In Boolean queries, the distribution between the technical and semantic errors and the conceptual errors is similar to that found in the analysis of separate low performance queries (see Appendix 1 and Table 1). Especially, the similarity of results is obvious in categories A and B having real effect on query performance. The rate of solved and unsolved conceptual knowledge errors is high for Boolean queries. A clear distribution difference can be seen within conceptual knowledge errors when multiple errors per query are taken into account. The role of missed or inappropriately selected query terms becomes more remarkable. The even distribution of conceptual errors into four sub-categories underlines the importance of them all.

In best-match queries (see Appendix 2), a major result was that a very large share of errors (59%) did not have a substantial effect on performance, and this is especially typical for conceptual errors. This is in line with our earlier result that technical and semantic errors are the best single explanation for low performance in best-match queries (see Table 1). However, not all errors dealing with conceptual knowledge are insignificant, on the contrary: the frequency of conceptual errors is well above the level of technical and semantic errors also in categories A and B.

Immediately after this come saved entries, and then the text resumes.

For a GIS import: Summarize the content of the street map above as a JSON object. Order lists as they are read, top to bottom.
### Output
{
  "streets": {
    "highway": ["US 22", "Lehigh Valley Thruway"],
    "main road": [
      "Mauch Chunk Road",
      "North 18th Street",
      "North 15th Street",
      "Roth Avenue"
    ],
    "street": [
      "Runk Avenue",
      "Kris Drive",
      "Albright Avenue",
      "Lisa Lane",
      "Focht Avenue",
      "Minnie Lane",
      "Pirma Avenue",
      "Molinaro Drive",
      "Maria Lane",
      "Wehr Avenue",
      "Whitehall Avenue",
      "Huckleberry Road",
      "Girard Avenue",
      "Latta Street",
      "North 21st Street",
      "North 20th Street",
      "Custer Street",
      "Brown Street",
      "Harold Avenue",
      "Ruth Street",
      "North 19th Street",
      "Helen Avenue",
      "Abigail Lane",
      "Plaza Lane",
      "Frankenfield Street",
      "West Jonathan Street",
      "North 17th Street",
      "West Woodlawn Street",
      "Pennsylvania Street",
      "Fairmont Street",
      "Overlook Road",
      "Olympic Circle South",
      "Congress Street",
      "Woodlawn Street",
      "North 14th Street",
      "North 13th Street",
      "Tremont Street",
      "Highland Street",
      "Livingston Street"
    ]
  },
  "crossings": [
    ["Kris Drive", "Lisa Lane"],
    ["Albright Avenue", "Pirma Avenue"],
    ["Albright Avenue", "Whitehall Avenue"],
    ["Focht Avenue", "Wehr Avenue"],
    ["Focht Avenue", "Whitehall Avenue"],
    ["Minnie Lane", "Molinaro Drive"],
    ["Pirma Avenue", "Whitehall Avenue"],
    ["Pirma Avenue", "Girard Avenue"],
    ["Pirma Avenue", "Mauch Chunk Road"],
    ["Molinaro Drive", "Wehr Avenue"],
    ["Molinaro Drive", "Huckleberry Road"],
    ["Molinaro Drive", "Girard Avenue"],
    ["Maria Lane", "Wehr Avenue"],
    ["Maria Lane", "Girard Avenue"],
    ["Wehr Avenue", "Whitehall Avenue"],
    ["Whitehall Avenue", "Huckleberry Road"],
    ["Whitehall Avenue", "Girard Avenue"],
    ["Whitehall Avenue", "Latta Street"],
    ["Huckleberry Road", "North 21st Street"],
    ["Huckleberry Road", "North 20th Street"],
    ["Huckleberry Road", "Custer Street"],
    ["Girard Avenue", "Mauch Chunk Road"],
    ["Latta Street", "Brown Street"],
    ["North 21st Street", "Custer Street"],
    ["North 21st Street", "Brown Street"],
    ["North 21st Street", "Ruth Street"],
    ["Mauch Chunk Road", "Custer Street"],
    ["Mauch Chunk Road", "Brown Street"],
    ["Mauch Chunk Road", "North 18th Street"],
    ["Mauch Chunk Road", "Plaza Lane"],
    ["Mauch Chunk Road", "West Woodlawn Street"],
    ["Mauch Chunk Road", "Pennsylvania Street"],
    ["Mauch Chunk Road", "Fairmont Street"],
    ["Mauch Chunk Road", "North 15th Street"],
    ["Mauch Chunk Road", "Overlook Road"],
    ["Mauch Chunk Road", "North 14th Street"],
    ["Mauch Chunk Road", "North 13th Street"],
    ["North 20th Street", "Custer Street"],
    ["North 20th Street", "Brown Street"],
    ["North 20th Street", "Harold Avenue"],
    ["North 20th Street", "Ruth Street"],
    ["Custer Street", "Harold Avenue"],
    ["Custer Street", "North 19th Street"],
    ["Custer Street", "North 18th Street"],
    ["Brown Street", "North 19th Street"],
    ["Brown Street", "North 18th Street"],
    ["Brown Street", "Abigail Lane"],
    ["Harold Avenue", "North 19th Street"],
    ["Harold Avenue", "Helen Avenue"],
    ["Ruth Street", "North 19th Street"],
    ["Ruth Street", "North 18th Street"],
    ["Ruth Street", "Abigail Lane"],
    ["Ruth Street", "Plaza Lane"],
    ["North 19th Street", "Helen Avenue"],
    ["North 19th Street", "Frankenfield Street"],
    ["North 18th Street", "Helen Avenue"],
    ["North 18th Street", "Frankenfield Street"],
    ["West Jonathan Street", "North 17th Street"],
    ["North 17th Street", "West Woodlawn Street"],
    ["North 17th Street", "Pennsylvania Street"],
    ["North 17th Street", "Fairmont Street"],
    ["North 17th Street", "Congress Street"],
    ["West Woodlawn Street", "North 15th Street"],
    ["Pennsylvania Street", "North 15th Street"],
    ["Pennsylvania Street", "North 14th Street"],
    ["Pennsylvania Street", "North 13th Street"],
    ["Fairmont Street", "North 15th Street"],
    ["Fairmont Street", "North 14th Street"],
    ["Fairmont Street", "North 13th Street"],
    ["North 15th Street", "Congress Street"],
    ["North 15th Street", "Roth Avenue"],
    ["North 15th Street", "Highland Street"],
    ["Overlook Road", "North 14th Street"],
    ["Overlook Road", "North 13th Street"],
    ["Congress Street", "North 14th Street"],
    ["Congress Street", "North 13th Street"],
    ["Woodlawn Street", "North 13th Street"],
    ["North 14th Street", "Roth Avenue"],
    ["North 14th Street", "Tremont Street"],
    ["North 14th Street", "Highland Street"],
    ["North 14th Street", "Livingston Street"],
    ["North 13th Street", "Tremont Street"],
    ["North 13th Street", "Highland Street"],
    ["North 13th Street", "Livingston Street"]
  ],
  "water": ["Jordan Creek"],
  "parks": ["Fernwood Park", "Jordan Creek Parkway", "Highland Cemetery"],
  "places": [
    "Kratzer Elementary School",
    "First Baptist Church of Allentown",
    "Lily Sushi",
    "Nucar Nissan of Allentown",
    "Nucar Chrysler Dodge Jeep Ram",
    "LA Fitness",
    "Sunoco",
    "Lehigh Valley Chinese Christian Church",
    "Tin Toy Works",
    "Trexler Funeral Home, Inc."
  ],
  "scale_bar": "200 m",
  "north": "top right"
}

Table 3 shows a summary of how users were able to solve significant errors made during search sessions. In general, 60% of errors in Boolean queries and 68% in best-match queries were solved. Some errors were solved more likely than others. In both query types, technical errors were solved at a high level of probability (82%-88%).

**Table 3: The number and percentage of errors made and solved during search sessions.**
Category	All	OK	OK%	All	OK	OK%	All	OK	OK%
	High-flyers			Losers			All
a) Boolean queries: 18 high-flyer and 18 loser searchers (see Appendix 1).
Technical skills errors	2	2	100	15	12	80	17	14	82
Semantic knowledge errors	2	2	100	16	8	50	18	10	56
Conceptual knowledge errors	30	16	53	66	39	59	96	55	57
Important facet missed	6	2	33	18	12	67	24	14	58
Weak facet applied	11	7	64	20	15	75	31	22	71
Important terms missed	9	6	67	18	8	44	27	14	52
Inappropriate terms used	4	1	25	10	4	40	14	5	36
Total	34	20	59	97	59	61	131	79	60
b) Best-match queries: 8 high-flyer and 8 loser searchers (see Appendix 2).
Technical skills errors	0	0	-	2	0	0	2	0	0
Semantic knowledge errors	0	0	-	14	6	43	14	6	43
Conceptual knowledge errors	11	11	100	18	9	50	29	20	69
Important facet missed	7	7	100	9	4	44	16	11	69
Weak facet applied	0	0	-	3	2	67	3	2	67
Important terms missed	4	4	100	4	2	50	8	6	75
Inappropriate terms used	0	0	-	2	1	50	2	1	50
Total	11	11	100	34	15	44	45	26	58
All = number of errors made (category A and B); Ok = number of solved errors (category B).

A surprising result is that, in best-match queries, more technical and semantic errors were made (in proportional sense), and a smaller share of them was solved than in Boolean queries. One might think that the user does not very likely fail in formulating a bag-of-words query. The anomaly was caused by some members of the 'loser' group who tried to apply operators in the InQuery system but failed. InQuery supports multiple operators but their syntax is tortuous. Users were not asked to apply operators but for one reason or another they picked them from the online help linked to QPA's query formulation page. This incident exemplifies how small details of the learning environment may affect the type of errors users tend to make.

In both systems, 'high-flyer' searchers made very few technical and semantic errors that had clear effect on performance and could recover from all of them. The group of 'losers' made quite many technical (14 to 15) and semantic errors (14 to 16). They could solve 80-86% of the technical but only 43-50% of the semantic errors.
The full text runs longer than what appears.